====== Given entries
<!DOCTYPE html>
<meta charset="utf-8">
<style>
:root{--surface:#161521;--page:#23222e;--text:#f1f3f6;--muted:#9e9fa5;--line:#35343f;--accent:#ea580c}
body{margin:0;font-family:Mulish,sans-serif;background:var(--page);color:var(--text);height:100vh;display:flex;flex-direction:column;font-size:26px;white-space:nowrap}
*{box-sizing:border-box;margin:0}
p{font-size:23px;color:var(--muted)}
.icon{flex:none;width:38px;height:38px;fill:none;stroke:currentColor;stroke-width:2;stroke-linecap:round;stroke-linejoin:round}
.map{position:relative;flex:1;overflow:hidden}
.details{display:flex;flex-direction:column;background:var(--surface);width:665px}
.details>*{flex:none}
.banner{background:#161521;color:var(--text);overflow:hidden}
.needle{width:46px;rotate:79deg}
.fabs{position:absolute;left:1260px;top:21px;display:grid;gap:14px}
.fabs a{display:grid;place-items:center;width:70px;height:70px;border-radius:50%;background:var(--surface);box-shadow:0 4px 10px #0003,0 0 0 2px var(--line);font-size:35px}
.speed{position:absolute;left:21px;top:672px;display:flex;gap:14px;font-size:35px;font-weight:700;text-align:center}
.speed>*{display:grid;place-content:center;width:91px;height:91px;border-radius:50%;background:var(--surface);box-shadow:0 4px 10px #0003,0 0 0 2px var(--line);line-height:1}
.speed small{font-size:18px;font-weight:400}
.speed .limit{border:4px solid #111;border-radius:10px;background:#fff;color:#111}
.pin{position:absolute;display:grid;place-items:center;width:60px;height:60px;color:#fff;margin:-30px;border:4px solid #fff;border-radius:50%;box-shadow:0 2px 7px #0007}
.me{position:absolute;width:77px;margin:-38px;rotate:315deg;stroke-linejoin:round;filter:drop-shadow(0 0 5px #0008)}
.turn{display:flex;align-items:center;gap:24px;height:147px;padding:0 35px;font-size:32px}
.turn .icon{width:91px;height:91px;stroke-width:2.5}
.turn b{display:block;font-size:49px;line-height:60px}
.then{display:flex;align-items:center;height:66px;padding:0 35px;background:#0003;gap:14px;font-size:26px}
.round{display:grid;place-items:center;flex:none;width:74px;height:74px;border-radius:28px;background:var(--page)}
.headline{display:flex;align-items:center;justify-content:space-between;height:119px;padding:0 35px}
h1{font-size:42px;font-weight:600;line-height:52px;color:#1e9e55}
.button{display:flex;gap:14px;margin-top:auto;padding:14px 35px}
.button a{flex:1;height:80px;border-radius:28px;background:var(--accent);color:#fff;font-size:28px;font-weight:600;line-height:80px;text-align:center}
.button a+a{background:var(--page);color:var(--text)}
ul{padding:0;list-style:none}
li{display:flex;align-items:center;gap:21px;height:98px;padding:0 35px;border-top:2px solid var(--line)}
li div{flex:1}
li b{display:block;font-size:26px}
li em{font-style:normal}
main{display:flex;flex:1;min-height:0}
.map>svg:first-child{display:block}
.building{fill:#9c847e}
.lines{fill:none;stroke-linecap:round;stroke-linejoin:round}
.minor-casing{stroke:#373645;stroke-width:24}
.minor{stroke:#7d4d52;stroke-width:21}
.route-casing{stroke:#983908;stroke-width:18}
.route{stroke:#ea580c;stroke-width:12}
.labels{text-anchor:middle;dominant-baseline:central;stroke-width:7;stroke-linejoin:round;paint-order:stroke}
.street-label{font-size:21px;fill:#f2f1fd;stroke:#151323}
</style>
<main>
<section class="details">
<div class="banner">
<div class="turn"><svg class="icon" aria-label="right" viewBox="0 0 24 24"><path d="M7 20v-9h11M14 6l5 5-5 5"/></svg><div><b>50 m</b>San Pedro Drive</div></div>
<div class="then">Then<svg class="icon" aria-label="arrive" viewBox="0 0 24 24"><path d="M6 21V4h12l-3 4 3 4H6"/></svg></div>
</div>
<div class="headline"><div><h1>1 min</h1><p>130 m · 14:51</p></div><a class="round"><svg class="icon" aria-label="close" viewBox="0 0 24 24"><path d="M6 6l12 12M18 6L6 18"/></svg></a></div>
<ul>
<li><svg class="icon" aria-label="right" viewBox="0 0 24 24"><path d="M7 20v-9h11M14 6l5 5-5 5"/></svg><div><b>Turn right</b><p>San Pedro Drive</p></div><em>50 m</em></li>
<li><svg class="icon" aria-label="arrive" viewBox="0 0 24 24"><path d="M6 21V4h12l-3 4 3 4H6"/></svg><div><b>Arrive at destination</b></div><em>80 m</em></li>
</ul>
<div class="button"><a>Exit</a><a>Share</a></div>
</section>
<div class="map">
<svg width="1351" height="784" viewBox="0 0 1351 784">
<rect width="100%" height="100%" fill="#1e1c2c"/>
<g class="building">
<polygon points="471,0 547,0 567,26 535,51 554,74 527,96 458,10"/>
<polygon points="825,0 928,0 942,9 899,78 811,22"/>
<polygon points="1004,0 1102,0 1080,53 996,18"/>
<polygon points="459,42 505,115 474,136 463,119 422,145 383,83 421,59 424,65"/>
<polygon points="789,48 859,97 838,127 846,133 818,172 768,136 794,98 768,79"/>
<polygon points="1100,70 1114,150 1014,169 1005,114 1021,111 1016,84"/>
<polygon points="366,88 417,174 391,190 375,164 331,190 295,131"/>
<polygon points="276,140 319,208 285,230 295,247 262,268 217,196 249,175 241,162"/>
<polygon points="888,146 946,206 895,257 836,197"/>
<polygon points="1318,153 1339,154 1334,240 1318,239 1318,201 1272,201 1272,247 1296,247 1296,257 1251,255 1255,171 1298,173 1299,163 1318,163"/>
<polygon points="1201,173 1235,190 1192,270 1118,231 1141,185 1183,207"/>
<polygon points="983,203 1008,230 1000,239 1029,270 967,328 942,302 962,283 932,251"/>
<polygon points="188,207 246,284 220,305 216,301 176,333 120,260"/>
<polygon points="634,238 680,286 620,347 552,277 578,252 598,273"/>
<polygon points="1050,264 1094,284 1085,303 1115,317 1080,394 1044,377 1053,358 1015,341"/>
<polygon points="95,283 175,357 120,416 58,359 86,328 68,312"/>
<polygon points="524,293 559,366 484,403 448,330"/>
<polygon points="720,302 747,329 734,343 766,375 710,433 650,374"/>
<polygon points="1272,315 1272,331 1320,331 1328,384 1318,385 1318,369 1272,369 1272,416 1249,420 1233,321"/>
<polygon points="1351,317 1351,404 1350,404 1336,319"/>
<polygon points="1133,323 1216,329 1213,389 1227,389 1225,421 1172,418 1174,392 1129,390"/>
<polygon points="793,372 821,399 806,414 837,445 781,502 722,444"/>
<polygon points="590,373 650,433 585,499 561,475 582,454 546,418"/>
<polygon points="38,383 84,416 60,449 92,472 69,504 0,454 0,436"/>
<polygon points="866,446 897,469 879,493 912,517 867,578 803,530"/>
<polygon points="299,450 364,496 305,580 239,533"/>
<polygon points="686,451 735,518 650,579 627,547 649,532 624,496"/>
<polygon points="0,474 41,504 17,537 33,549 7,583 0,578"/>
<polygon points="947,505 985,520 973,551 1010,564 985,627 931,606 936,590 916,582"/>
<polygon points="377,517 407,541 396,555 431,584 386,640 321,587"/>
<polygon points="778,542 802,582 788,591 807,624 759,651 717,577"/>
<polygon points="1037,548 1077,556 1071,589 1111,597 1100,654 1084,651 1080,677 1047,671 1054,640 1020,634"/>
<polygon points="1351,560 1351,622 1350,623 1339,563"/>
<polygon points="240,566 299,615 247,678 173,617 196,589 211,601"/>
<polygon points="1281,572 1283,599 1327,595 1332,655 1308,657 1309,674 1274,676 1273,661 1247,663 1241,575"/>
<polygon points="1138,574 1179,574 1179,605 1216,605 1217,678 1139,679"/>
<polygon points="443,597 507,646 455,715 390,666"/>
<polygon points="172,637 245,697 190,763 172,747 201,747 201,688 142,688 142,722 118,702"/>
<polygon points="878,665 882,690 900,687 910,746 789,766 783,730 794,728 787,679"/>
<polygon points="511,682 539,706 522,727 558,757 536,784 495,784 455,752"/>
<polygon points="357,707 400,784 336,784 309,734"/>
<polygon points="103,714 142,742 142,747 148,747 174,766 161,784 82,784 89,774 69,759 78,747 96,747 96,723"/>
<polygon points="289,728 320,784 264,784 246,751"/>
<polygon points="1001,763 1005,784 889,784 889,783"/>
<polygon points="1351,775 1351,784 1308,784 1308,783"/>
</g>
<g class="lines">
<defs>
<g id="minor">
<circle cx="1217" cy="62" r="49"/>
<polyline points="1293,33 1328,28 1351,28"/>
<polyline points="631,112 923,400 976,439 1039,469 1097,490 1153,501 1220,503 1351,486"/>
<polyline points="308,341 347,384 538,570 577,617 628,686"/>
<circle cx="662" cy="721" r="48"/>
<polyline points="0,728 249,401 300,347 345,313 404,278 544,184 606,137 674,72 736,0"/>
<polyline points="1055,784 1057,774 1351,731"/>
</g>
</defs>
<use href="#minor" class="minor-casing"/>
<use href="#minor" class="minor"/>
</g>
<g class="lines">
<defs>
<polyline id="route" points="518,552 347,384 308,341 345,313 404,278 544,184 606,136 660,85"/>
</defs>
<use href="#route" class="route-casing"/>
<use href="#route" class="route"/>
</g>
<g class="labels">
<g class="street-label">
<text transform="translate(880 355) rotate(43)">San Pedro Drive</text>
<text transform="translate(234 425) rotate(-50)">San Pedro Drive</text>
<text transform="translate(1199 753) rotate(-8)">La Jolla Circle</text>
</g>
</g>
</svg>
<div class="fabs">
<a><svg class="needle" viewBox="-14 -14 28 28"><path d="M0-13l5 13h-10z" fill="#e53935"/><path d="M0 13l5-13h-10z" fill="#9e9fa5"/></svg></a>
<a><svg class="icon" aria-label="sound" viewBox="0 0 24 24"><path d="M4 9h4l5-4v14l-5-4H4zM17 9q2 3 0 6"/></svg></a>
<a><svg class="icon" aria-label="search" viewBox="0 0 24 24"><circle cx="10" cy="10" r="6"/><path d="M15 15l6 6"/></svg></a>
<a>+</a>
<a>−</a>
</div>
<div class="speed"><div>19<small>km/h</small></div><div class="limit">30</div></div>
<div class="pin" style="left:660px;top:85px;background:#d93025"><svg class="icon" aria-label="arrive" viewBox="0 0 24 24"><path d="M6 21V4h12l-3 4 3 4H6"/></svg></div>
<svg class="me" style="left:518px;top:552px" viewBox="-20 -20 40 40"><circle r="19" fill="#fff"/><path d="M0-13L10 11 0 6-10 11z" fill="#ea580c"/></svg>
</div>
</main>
============
- Exercise description:
Where a line of the entries holds the string "shadow", include it in the count, and give only the final number.

- Output of the exercise:
4